■ **EXERCISE PROMPT**:
Once the line with "position:relative; width:1581px; height:1345px;" is found in the data, output it and each following line exactly, up to and including the line with "display:flex; align-items:center; gap:16px;", and nothing before or after.
═════ EXTRACTED ENTRIES
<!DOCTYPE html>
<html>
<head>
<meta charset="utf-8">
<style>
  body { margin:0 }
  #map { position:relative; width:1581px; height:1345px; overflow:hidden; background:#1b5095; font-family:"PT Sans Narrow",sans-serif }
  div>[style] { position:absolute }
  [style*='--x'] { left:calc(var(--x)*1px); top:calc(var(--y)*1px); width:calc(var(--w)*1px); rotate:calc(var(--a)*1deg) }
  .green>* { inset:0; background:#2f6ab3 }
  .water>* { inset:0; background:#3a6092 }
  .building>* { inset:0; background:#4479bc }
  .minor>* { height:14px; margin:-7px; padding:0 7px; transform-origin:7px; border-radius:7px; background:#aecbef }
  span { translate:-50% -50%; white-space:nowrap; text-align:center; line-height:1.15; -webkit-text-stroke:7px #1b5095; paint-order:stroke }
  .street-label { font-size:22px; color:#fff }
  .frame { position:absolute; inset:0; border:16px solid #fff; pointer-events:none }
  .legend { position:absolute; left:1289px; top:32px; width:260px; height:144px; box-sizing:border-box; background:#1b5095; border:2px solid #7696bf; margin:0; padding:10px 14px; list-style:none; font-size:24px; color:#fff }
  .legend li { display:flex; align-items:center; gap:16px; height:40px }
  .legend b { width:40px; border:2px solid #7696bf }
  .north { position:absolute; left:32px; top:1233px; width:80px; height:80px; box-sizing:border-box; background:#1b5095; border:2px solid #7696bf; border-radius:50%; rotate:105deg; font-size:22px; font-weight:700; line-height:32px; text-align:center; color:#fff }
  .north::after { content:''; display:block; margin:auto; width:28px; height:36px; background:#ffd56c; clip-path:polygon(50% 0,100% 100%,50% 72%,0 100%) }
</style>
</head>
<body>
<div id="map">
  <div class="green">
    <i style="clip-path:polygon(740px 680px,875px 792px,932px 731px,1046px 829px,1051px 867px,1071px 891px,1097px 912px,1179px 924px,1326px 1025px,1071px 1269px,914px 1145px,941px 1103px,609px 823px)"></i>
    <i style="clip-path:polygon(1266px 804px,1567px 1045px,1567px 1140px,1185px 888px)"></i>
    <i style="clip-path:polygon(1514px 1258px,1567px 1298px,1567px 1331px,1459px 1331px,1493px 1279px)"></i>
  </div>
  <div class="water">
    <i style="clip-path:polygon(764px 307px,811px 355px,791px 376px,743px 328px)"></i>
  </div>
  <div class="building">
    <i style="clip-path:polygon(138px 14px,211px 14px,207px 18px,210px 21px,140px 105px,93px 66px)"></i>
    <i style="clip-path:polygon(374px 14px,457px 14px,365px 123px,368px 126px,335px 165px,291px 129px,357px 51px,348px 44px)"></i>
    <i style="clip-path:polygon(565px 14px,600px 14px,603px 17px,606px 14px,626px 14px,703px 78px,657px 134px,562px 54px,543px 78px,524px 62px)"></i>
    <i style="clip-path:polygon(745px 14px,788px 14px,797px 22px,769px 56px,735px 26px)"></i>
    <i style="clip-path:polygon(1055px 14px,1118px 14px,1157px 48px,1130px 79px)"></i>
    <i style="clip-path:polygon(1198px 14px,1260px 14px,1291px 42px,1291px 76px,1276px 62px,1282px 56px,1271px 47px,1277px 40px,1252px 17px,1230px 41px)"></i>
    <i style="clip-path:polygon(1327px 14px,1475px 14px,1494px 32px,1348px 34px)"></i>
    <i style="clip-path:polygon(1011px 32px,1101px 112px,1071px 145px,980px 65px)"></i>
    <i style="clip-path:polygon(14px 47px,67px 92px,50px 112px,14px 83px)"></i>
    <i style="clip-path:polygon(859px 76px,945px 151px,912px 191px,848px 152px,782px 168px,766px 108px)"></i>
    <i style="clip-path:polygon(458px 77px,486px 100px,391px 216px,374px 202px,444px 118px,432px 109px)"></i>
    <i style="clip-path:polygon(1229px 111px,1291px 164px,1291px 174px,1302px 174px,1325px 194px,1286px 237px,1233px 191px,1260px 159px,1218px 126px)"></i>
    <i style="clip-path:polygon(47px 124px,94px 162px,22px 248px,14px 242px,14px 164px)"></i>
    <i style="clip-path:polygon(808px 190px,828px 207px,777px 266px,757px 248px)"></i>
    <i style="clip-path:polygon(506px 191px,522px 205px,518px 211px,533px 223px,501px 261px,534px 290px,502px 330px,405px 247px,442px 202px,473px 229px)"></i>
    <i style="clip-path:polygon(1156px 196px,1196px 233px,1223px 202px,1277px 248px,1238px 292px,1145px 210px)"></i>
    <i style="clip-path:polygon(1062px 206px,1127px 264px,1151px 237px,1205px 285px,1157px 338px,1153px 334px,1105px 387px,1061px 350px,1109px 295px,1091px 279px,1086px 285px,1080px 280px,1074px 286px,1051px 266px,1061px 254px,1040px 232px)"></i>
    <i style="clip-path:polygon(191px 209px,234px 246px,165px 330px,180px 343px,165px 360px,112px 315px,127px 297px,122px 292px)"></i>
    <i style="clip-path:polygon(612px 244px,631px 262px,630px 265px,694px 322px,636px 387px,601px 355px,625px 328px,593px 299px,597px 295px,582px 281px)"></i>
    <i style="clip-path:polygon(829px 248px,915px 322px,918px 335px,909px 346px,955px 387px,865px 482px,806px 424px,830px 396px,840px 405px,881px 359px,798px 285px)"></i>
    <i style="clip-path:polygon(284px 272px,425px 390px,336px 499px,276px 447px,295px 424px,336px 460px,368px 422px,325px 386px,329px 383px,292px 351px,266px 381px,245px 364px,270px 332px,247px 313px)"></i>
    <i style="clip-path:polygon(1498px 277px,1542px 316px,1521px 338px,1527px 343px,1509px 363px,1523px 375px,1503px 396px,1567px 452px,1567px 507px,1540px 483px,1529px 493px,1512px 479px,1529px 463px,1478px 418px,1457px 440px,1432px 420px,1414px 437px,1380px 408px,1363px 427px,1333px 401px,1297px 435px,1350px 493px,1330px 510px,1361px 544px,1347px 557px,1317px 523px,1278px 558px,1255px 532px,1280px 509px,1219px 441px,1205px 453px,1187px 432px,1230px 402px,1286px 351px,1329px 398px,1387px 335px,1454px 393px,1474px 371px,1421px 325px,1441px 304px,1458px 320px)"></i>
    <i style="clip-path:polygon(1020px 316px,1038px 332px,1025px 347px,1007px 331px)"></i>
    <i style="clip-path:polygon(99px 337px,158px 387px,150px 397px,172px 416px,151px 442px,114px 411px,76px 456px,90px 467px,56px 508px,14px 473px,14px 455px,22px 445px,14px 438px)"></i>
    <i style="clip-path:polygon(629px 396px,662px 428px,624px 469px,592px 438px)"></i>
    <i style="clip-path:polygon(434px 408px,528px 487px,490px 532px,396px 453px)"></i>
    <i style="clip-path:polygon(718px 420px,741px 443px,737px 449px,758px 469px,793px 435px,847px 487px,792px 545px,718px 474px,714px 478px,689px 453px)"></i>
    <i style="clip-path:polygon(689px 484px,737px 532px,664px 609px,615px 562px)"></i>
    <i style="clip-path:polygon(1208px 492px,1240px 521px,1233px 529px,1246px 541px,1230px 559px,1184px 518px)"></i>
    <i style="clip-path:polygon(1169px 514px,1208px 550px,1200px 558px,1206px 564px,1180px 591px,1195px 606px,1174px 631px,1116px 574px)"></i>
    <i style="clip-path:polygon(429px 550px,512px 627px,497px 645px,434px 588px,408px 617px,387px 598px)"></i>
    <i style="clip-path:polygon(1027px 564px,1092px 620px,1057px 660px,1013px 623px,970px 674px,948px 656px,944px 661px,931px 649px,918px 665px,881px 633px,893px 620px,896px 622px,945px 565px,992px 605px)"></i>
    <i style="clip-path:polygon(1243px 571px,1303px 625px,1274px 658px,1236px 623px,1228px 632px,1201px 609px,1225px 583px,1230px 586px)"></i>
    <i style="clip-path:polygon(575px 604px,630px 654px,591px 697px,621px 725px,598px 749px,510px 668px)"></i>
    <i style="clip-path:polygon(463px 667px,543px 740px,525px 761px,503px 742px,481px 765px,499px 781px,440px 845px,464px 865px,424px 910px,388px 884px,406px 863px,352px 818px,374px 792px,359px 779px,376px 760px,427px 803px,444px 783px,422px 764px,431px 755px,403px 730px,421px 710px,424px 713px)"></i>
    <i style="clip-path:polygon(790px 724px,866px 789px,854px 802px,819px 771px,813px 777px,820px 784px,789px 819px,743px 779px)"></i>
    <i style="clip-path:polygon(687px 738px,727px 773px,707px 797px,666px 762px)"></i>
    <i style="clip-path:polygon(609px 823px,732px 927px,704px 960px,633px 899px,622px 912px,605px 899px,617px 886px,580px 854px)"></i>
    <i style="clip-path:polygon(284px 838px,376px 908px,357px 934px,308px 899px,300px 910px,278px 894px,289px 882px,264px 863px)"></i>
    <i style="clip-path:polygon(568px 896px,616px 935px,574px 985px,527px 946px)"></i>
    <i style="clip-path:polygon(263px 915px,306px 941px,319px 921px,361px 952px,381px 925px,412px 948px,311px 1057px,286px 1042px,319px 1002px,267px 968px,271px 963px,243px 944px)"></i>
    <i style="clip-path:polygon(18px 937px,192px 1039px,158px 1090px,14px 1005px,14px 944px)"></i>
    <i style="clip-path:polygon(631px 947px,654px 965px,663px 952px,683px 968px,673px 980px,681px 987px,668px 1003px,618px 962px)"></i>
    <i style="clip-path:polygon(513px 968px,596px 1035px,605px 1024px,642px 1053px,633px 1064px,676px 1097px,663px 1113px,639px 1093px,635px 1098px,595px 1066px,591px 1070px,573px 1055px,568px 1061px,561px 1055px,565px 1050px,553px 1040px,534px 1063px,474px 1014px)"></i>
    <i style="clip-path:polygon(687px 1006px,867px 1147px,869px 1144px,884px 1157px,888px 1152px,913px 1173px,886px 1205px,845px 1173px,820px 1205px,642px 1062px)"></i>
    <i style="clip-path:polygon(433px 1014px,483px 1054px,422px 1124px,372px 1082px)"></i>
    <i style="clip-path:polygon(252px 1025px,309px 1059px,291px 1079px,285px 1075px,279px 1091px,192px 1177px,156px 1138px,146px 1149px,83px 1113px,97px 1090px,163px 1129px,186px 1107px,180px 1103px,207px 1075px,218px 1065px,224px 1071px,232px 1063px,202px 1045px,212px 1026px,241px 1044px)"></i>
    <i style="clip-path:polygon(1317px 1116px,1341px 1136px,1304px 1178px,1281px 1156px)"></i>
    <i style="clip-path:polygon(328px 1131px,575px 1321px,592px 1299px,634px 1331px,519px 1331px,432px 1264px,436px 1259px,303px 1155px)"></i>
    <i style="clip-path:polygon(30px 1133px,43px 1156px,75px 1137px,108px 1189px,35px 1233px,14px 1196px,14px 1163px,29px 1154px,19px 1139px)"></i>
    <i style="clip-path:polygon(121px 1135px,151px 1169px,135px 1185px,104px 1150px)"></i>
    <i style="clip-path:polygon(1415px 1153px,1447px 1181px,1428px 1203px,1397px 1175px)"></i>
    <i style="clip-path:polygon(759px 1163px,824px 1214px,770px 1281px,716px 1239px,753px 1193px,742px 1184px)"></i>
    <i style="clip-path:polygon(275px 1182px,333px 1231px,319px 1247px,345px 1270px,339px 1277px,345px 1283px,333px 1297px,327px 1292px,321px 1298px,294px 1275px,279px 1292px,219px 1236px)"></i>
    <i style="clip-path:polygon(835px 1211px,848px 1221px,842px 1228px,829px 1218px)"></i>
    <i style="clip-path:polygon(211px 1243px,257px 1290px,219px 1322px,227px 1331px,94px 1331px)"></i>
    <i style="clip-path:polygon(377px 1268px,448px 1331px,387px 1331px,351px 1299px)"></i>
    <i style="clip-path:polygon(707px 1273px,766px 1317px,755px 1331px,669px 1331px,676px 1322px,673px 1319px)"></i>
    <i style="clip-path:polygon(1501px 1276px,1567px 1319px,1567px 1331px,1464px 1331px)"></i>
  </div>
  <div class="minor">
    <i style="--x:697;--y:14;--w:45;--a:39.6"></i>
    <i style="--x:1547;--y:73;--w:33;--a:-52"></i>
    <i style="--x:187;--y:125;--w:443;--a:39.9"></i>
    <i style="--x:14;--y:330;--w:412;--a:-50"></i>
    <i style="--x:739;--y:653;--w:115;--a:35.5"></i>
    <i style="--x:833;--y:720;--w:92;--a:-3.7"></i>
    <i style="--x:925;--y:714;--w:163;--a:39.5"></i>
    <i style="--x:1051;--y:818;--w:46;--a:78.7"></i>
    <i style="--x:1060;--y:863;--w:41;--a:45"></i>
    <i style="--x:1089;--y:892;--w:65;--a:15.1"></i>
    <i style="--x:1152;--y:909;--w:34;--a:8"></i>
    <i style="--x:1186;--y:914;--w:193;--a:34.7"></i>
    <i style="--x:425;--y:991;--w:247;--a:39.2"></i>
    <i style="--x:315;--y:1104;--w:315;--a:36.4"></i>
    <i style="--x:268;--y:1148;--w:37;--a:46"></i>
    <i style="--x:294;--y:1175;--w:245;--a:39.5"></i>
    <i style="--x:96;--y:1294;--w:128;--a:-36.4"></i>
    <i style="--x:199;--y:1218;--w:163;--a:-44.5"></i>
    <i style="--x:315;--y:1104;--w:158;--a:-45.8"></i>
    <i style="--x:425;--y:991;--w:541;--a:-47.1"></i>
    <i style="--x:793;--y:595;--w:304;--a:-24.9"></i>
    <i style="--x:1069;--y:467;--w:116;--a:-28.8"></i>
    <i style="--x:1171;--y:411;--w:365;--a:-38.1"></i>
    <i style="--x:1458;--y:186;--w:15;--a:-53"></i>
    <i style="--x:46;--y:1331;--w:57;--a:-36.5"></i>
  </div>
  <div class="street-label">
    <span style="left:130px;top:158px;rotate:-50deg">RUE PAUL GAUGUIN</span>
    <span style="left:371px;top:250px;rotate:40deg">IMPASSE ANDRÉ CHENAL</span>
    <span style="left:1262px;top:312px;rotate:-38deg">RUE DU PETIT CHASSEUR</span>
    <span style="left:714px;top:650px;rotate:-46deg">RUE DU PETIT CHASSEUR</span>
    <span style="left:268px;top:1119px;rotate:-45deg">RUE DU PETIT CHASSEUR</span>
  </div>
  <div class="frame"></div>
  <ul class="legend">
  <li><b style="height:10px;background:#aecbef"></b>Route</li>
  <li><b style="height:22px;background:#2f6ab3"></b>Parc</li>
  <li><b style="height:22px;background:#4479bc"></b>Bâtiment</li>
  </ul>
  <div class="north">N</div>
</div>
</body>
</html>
══════════
■ **THE COMPLETED TASK**:
  #map { position:relative; width:1581px; height:1345px; overflow:hidden; background:#1b5095; font-family:"PT Sans Narrow",sans-serif }
  div>[style] { position:absolute }
  [style*='--x'] { left:calc(var(--x)*1px); top:calc(var(--y)*1px); width:calc(var(--w)*1px); rotate:calc(var(--a)*1deg) }
  .green>* { inset:0; background:#2f6ab3 }
  .water>* { inset:0; background:#3a6092 }
  .building>* { inset:0; background:#4479bc }
  .minor>* { height:14px; margin:-7px; padding:0 7px; transform-origin:7px; border-radius:7px; background:#aecbef }
  span { translate:-50% -50%; white-space:nowrap; text-align:center; line-height:1.15; -webkit-text-stroke:7px #1b5095; paint-order:stroke }
  .street-label { font-size:22px; color:#fff }
  .frame { position:absolute; inset:0; border:16px solid #fff; pointer-events:none }
  .legend { position:absolute; left:1289px; top:32px; width:260px; height:144px; box-sizing:border-box; background:#1b5095; border:2px solid #7696bf; margin:0; padding:10px 14px; list-style:none; font-size:24px; color:#fff }
  .legend li { display:flex; align-items:center; gap:16px; height:40px }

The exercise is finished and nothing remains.